People experiencing poor mental health (including people with dementia)

Outstanding

Updated 5 April 2017

The practice is rated as outstanding for the care of people experiencing poor mental health (including people with dementia).

  • 95% of patients with a mental health condition had a documented care plan in place in the previous 12 months. This was above the CCG average of 91% and above the national average of 89%. The practice exception reporting rate was 4.8% which was below the CCG average of 14.7% and national average of 12.7%.

  • 93% of patients diagnosed with dementia had had their care reviewed in a face to face meeting in the last 12 months. This was above the CCG and national averages of 84%. The practice had not exception reported any patients.

  • The practice had undertaken an audit of the care provided to patients with mental health problems in 2014/15 and re-audited it in 2015/16. In 2014/15, 91% of reviews were completed. Following additional measures put in place to contact patients, in 2015/16, 95% of reviews were completed.

  • Three of the practice GPs had expertise in managing patients with poor mental health as a result of their previous work experience and additional training.

  • The practice regularly worked with multi-disciplinary teams in the case management of patients experiencing poor mental health, including those with dementia.

  • The practice had told patients experiencing poor mental health about how to access various support groups and voluntary organisations.

People whose circumstances may make them vulnerable

Outstanding

Updated 5 April 2017

The practice is rated as outstanding for the care of people whose circumstances may make them vulnerable.

  • The practice held a register of patients living in vulnerable circumstances including those with a learning disability. There were 14 patients on the learning disability register. The practice offered longer appointments for patients with a learning disability.

  • The practice had undertaken an audit of the care provided to patients with learning disabilities in 2014/15 and re-audited it in 2015/16. In 2014/15, 57% of patients with a learning disability were invited for an annual review and 21% attended a review.
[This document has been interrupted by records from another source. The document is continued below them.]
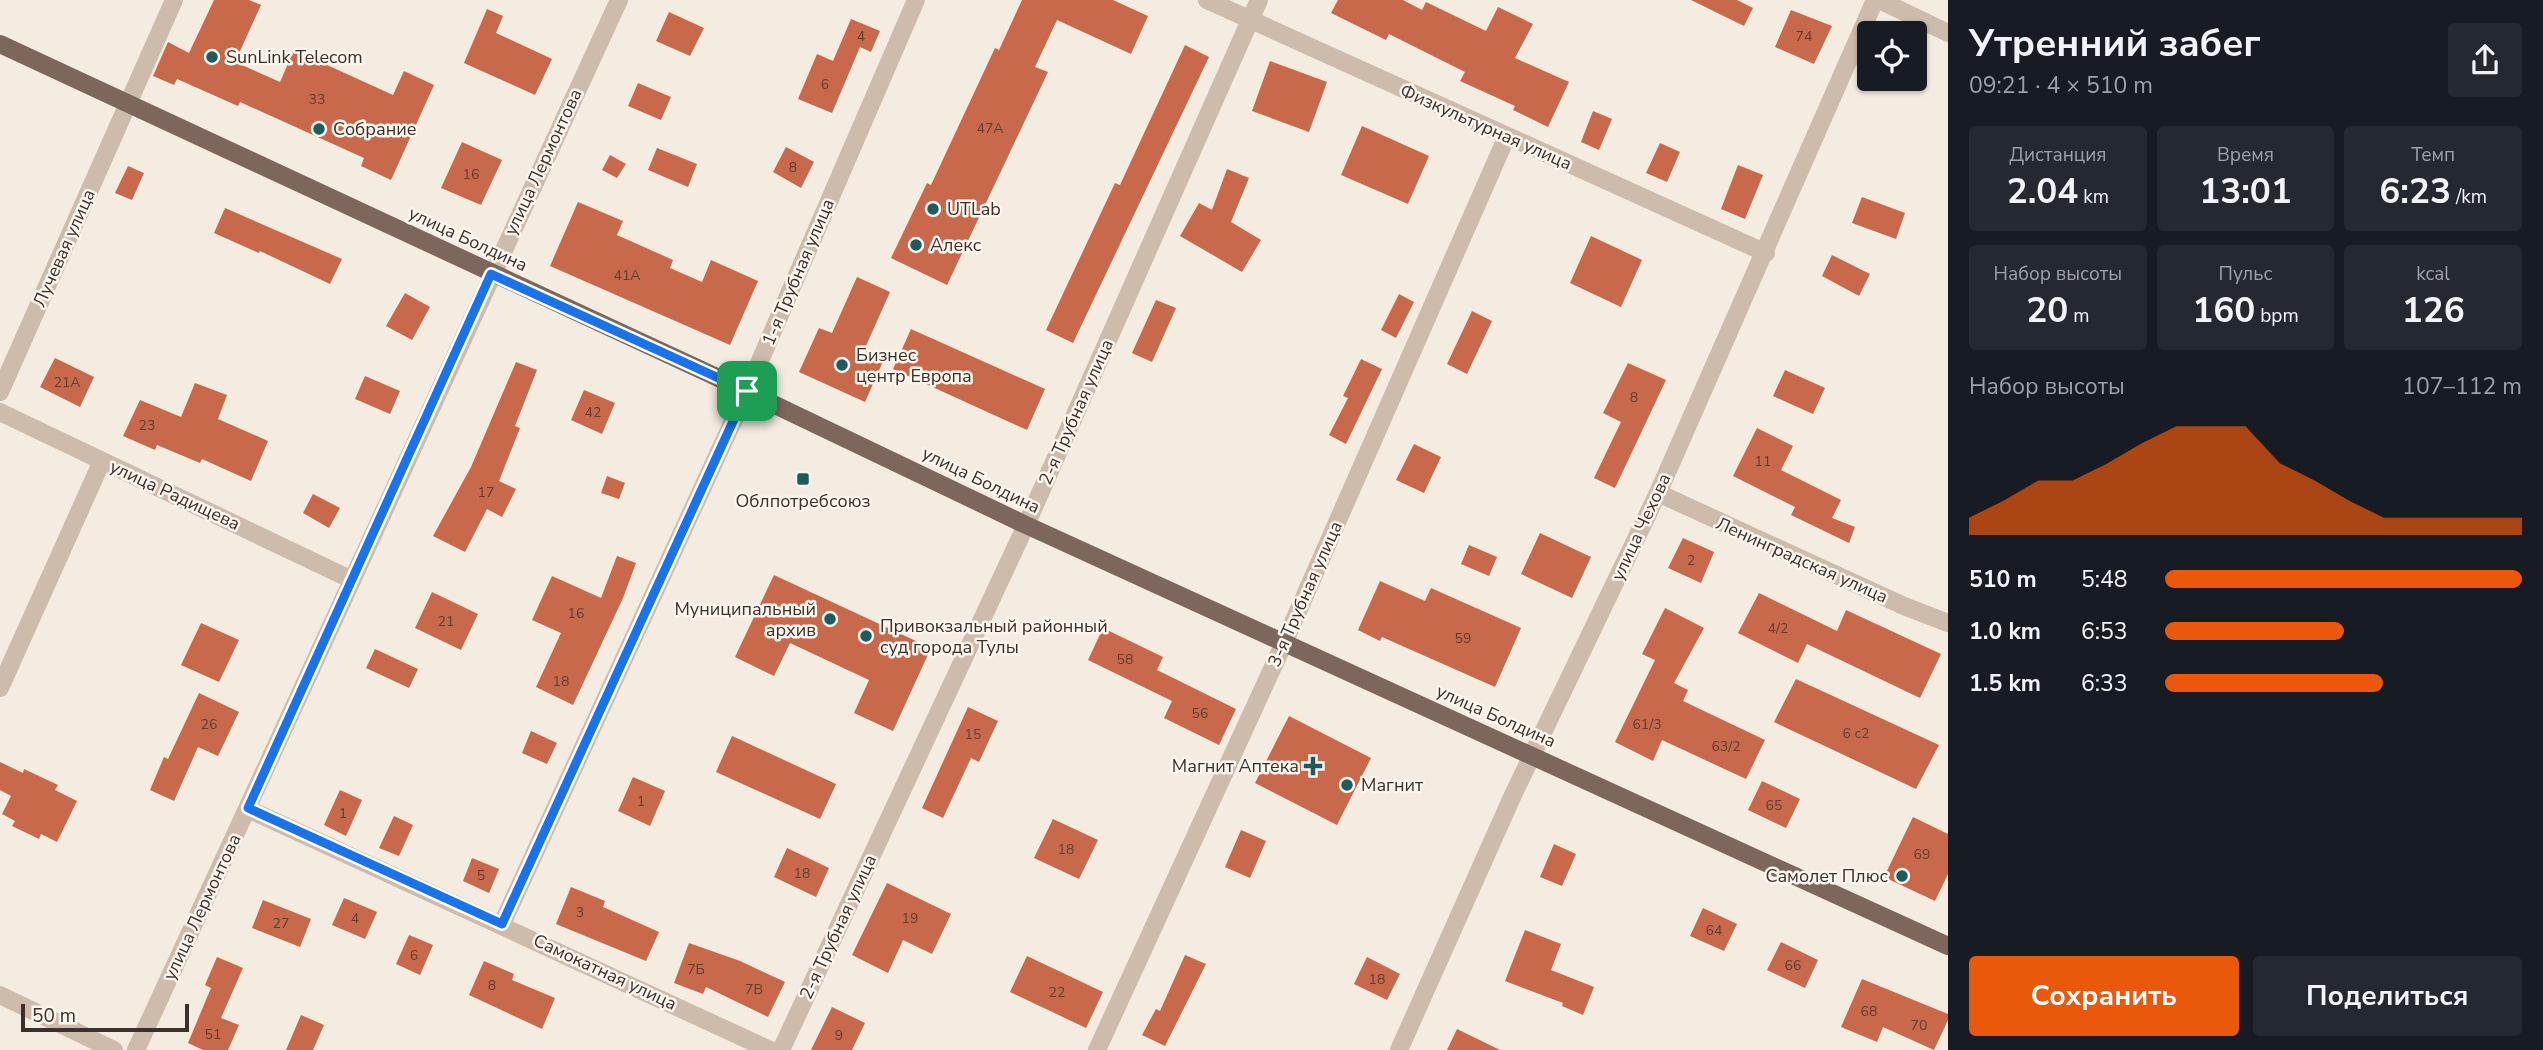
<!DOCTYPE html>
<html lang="ru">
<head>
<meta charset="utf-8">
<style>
	:root { --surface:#171b24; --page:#242831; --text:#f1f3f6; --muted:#9ea1a6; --accent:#ea580c }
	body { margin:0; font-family:"Nunito Sans",sans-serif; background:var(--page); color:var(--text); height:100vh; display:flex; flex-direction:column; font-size:26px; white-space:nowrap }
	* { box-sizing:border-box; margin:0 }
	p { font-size:23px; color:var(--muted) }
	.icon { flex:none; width:38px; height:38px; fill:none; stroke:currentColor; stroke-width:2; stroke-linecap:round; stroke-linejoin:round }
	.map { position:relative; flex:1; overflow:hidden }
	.sheet { display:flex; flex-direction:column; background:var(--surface); width:595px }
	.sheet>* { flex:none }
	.tools { position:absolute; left:1857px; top:21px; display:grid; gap:14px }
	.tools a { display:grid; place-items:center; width:70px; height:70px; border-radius:7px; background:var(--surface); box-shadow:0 2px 5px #0004; font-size:35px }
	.scale { position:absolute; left:21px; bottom:18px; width:168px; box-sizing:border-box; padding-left:7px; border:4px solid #3b302b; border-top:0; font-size:19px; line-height:24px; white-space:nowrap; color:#3b302b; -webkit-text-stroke:5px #fbf5ee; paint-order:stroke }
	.pin { position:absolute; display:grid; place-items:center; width:60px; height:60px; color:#fff; margin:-30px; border-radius:14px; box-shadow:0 4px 10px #0006 }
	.round { display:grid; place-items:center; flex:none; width:74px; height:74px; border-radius:7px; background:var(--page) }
	.summary { display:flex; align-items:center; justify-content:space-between; height:119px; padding:0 21px }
	h1 { font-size:38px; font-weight:700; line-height:52px }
	.metrics { display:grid; grid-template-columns:repeat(3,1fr); gap:10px; height:119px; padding:7px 21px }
	.metrics div { display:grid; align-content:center; border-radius:7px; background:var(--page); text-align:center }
	.metrics b { font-size:35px; font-weight:700 }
	.metrics small { font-size:19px; font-weight:400 }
	.metrics p { font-size:19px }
	.chart { height:196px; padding:14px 21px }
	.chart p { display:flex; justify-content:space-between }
	.chart svg { width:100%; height:126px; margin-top:7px; fill:var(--accent); opacity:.7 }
	.cta { display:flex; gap:14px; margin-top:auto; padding:14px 21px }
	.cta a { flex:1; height:80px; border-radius:7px; background:var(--accent); color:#fff; font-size:28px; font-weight:700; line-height:80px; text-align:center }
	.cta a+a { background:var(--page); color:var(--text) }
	ul { padding:0 21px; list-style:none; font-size:23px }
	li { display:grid; grid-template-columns:112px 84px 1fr; align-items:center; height:52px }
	li i { height:18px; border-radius:9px; background:var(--accent) }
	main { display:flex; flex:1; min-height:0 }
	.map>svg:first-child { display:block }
	.building { fill:#c8694b }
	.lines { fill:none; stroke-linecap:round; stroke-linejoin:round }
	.minor { stroke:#cdbbac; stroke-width:18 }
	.primary { stroke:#7d675c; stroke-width:18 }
	.route-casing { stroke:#fff; stroke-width:14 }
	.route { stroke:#1a73e8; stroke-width:9 }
	.poi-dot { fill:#1f5a5e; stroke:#fbf5ee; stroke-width:2.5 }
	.labels { text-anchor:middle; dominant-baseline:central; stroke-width:5; stroke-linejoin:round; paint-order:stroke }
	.number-label { font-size:14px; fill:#5e3e33 }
	.poi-label { font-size:18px; fill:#3b302b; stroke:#fbf5ee; text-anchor:start }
	.street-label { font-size:18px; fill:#3b302b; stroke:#fbf5ee }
</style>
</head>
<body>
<main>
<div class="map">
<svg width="1948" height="1050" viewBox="0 0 1948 1050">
	<rect width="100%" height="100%" fill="#f4ebe1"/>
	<path class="building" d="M214,0H249L261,5L235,62L280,82L294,50L393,95L404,71L434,85L391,180L361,166L364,158L240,102L238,106L177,79L174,85L153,76L168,42L189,53Z
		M1022,0H1113L1148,16L1131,54L1057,20L1035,67L1048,72L947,285L891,258L927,183L931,185L995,48L999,50Z
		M1338,0H1403L1422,10L1426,2L1486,31L1498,7L1533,24L1515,58L1569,82L1548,127L1513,110L1515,106L1460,81L1465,72L1389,34L1386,40L1331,13Z
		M1691,0H1737L1753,8L1744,26Z
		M487,9L503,16L496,33L552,59L535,95L464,63Z
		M1791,10L1832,26L1814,64L1775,47Z
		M669,12L704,28L690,56L656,41Z
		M851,19L880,31L871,52L860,47L832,113L798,99L817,54L833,61Z
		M1185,45L1209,57L1073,343L1046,330L1115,183L1120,185Z
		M1270,61L1327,82L1309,132L1252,111Z
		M638,83L671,97L661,120L628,106Z
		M1593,111L1612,119L1599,150L1581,142Z
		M1362,126L1429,156L1408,204L1341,175Z
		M462,142L502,160L481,205L441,188Z
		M1660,143L1680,152L1667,182L1646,173Z
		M786,147L814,162L801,188L773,172Z
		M657,148L697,164L688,187L648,170Z
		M610,155L626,164L617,178L602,170Z
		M1738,165L1763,175L1745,219L1721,209Z
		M128,166L144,173L132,200L115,193Z
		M1227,169L1249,178L1231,222L1261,240L1242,272L1180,236L1199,203L1212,210Z
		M1862,197L1905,213L1896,239L1852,223Z
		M578,202L623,221L617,235L673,260L670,268L702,282L711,260L758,281L730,345L550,266Z
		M225,208L342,259L330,284L260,251L259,253L214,233Z
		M1591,236L1642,260L1621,307L1570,283Z
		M1832,255L1870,274L1859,296L1822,276Z
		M857,277L890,292L865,348L885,357L865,402L799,372L819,328L832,333Z
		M405,293L430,307L412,340L386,326Z
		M1399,294L1414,302L1396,338L1381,330Z
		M1156,300L1176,308L1152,362L1132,353Z
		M1472,311L1492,321L1467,374L1447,364Z
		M911,329L1045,389L1027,430L893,369Z
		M55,358L94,377L80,407L40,387Z
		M1361,359L1382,369L1346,444L1329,435L1348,398L1343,396Z
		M516,362L537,370L515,426L520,428L499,481L516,489L502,517L487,509L465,552L433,536L471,467Z
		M1628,363L1666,380L1615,488L1594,478L1621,422L1603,413Z
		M1785,370L1825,388L1813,414L1773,396Z
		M365,376L400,391L390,414L355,399Z
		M195,383L227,395L218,419L268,441L251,481L202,459L200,463L157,445L155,450L123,436L140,400L181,417Z
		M584,390L615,403L602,434L571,420Z
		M1757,428L1793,446L1781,470L1841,500L1832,518L1855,527L1849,543L1791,515L1795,507L1733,476Z
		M1414,444L1441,457L1424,493L1396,480Z
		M607,476L625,483L619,499L601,493Z
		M313,494L340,508L329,528L303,513Z
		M1540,533L1591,557L1572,598L1521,574Z
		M1683,538L1714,552L1701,583L1668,568Z
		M1469,545L1497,557L1489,576L1461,564Z
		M617,556L636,563L623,598L573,705L536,687L561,633L532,620L552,576L601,598Z
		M774,575L931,648L893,731L854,713L869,680L790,643L774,676L735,657Z
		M1380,581L1425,601L1431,588L1521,628L1495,687L1382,637L1380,641L1358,630Z
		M432,592L478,614L461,650L415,628Z
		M1759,593L1837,631L1846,610L1941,654L1920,698L1807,644L1798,663L1738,633Z
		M1665,608L1704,628L1674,683L1688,690L1683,701L1765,740L1746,779L1662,740L1653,761L1615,742L1655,660L1642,654Z
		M201,623L239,640L219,682L181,665Z
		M1103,628L1163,657L1157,670L1236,709L1219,745L1164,718L1172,701L1088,660Z
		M375,649L418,669L409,688L366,668Z
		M1796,679L1939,745L1916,789L1774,722Z
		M199,693L239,712L218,756L198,747L174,801L150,790L164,757L168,759Z
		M968,707L998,721L979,762L971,758L943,818L922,808Z
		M1289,716L1371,758L1337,825L1255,783Z
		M531,731L557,743L547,764L522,753Z
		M732,736L836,784L820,819L716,772Z
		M0,762L23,773L24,769L58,785L55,790L77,801L57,842L41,834L39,839L12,826L15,821L2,814L11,796L0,790Z
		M633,777L665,791L650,826L618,811Z
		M1762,781L1800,799L1786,828L1748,810Z
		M340,790L362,800L346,836L324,825Z
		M394,816L413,825L399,856L379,848Z
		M1913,817L1948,834V874L1935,901L1884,877Z
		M1053,819L1098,840L1079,879L1034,858Z
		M1241,830L1266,841L1250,878L1225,867Z
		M1554,844L1576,854L1562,886L1540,877Z
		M787,848L829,868L816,897L774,877Z
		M472,858L499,869L489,893L463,881Z
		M887,883L951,914L932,954L903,940L888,973L852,955Z
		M571,887L605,901L603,907L659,932L646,961L556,924Z
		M344,898L377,912L365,939L332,925Z
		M263,900L311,919L300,947L252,928Z
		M1703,908L1737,924L1724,951L1690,936Z
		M1525,930L1561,944L1551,970L1594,987L1583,1015L1562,1006L1563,1003L1505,981Z
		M409,935L433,945L420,975L396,964Z
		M1781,942L1818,960L1805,988L1767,970Z
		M689,943L740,961L785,982L768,1017L706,987L703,994L674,983Z
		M1185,955L1206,964L1165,1046L1142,1035L1156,1009L1160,1011Z
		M1027,956L1103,992L1086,1028L1010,992Z
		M217,957L243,968L221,1018L239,1025L228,1050H203L188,1043L211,988L205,985Z
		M1367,957L1400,974L1387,1000L1354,984Z
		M484,961L514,974L512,980L555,998L542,1029L469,995Z
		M1862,979L1948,1014V1020L1934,1050L1883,1027L1877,1042L1841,1027Z
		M832,1007L865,1023L852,1050H811Z
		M301,1015L324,1025L313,1050H286Z
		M1457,1029L1500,1050H1447Z"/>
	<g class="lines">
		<path class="minor" d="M1207,0L1766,253
			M1879,0L1948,33
			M0,392L174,0
			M0,412L350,579
			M1658,493L1904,606L1948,623
			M0,688L102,461
			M248,809L770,1050
			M502,924L747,391L916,0
			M0,995L114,1050
			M136,1050L619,0
			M781,1050L1026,525L1259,0
			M1097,1050L1284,643L1507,136
			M1399,1050L1513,795L1658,493L1875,0"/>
		<path class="primary" d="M0,44L723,380L1026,525L1948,946"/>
	</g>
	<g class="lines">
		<defs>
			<path id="route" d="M491,274L747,391L502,924L248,808Z"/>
		</defs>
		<use href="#route" class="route-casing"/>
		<use href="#route" class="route"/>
	</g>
	<g class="poi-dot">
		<circle cx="212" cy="57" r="7"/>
		<circle cx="319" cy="129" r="7"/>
		<circle cx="933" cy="209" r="7"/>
		<circle cx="916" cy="245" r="7"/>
		<circle cx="842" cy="365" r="7"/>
		<rect x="796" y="472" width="14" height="14" rx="3.5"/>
		<circle cx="830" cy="619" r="7"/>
		<circle cx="866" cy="636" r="7"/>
		<path d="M1309.5 755.5h7v7h7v7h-7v7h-7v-7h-7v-7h7z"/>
		<circle cx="1347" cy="785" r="7"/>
		<circle cx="1902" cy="876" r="7"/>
	</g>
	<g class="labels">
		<g class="number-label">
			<text x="861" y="36">4</text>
			<text x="1804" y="36">74</text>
			<text x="825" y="84">6</text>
			<text x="317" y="99">33</text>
			<text x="990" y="128">47А</text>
			<text x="793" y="167">8</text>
			<text x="471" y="174">16</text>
			<text x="627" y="275">41А</text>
			<text x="67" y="382">21А</text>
			<text x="1634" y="397">8</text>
			<text x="593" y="412">42</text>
			<text x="147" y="425">23</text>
			<text x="1763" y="461">11</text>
			<text x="486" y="492">17</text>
			<text x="1691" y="560">2</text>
			<text x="576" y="613">16</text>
			<text x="446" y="621">21</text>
			<text x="1778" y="628">4/2</text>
			<text x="1463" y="638">59</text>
			<text x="1125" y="659">58</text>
			<text x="561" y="681">18</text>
			<text x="1200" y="713">56</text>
			<text x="209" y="724">26</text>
			<text x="1647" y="724">61/3</text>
			<text x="1856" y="733">6 с2</text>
			<text x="973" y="734">15</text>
			<text x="1726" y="746">63/2</text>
			<text x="641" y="801">1</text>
			<text x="1774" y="805">65</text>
			<text x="343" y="813">1</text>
			<text x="1066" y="849">18</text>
			<text x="1922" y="854">69</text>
			<text x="802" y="873">18</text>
			<text x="481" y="875">5</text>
			<text x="580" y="912">3</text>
			<text x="355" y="918">4</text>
			<text x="910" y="918">19</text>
			<text x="281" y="923">27</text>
			<text x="1714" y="930">64</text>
			<text x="414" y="955">6</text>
			<text x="1793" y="965">66</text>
			<text x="696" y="969">7Б</text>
			<text x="1377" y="979">18</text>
			<text x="492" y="985">8</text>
			<text x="754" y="989">7В</text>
			<text x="1057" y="992">22</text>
			<text x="1869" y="1011">68</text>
			<text x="1919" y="1025">70</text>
			<text x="213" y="1034">51</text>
			<text x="839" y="1035">9</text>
		</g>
		<g class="poi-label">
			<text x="226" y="57">SunLink Telecom</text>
			<text x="333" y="129">Собрание</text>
			<text x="947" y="209">UTLab</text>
			<text x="930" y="245">Алекс</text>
			<text x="856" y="355">Бизнес<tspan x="856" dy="21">центр Европа</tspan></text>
			<text x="803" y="501" text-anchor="middle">Облпотребсоюз</text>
			<text x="816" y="609" text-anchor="end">Муниципальный<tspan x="816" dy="21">архив</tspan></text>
			<text x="880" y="626">Привокзальный районный<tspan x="880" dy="21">суд города Тулы</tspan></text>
			<text x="1299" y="766" text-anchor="end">Магнит Аптека</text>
			<text x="1361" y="785">Магнит</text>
			<text x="1888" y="876" text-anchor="end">Самолет Плюс</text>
		</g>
		<g class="street-label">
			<text transform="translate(1486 127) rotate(24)">Физкультурная улица</text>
			<text transform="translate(543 162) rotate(-65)">улица Лермонтова</text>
			<text transform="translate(468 239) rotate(25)">улица Болдина</text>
			<text transform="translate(64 248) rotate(-66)">Лучевая улица</text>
			<text transform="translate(798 272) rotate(-67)">1-я Трубная улица</text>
			<text transform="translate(1076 412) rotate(-66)">2-я Трубная улица</text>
			<text transform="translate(981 480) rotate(26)">улица Болдина</text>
			<text transform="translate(175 495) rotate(25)">улица Радищева</text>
			<text transform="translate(1641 527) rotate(-65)">улица Чехова</text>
			<text transform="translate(1802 560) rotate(24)">Ленинградская улица</text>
			<text transform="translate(1305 594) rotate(-66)">3-я Трубная улица</text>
			<text transform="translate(1496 716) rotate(24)">улица Болдина</text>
			<text transform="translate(202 907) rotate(-65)">улица Лермонтова</text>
			<text transform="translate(838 927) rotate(-65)">2-я Трубная улица</text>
			<text transform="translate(605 972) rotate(25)">Самокатная улица</text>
		</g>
	</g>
</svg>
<div class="tools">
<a><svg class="icon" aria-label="locate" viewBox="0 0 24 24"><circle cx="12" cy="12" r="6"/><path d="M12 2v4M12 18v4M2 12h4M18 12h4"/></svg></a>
</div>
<div class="scale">50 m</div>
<div class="pin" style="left:747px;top:391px;background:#1e9e55"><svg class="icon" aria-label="arrive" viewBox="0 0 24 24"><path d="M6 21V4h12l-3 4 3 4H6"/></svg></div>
</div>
<section class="sheet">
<div class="summary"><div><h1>Утренний забег</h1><p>09:21 · 4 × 510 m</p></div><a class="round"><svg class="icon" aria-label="share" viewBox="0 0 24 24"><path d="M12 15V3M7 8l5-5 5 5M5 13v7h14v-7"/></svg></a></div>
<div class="metrics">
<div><p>Дистанция</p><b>2.04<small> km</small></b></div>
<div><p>Время</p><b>13:01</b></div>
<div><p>Темп</p><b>6:23<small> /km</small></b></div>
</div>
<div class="metrics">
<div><p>Набор высоты</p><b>20<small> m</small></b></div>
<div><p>Пульс</p><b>160<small> bpm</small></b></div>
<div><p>kcal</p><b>126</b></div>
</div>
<div class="chart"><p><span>Набор высоты</span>107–112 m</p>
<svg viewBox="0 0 160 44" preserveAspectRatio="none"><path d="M0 44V38L10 32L20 25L30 25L40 19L50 12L60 6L70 6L80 6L90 19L100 25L110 32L120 38L130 38L140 38L150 38L160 38V44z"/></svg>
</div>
<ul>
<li><b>510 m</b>5:48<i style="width:100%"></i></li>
<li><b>1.0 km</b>6:53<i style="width:50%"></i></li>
<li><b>1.5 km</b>6:33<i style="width:61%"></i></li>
</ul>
<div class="cta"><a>Сохранить</a><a>Поделиться</a></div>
</section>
</main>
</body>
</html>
Following additional measures put in place, in 2015/16, 100% of patients were invited for a review and 92% received a review.

  • The practice had undertaken a number of safeguarding audits of its patients who had experienced or were at risk of domestic violence utilising best practice guidelines. An outcome from a review included assurance received externally that highly effective systems were in place. A further outcome included a specific example of intervention made in relation to patient safeguarding.

  • A member of the Dementia Information and Support for Carers (DISC), a service provided to give support to carers of people with confusion and memory problems, regularly attended multi-disciplinary meetings. This ensured that carers' needs were appropriately identified and addressed.

  • The practice informed vulnerable patients about how to access various support groups and voluntary organisations. The practice used ‘route to wellbeing’, a website to signpost their patients.

  • Staff knew how to recognise signs of abuse in vulnerable adults and children. Staff were aware of their responsibilities regarding information sharing, documentation of safeguarding concerns and how to contact relevant agencies in normal working hours and out of hours.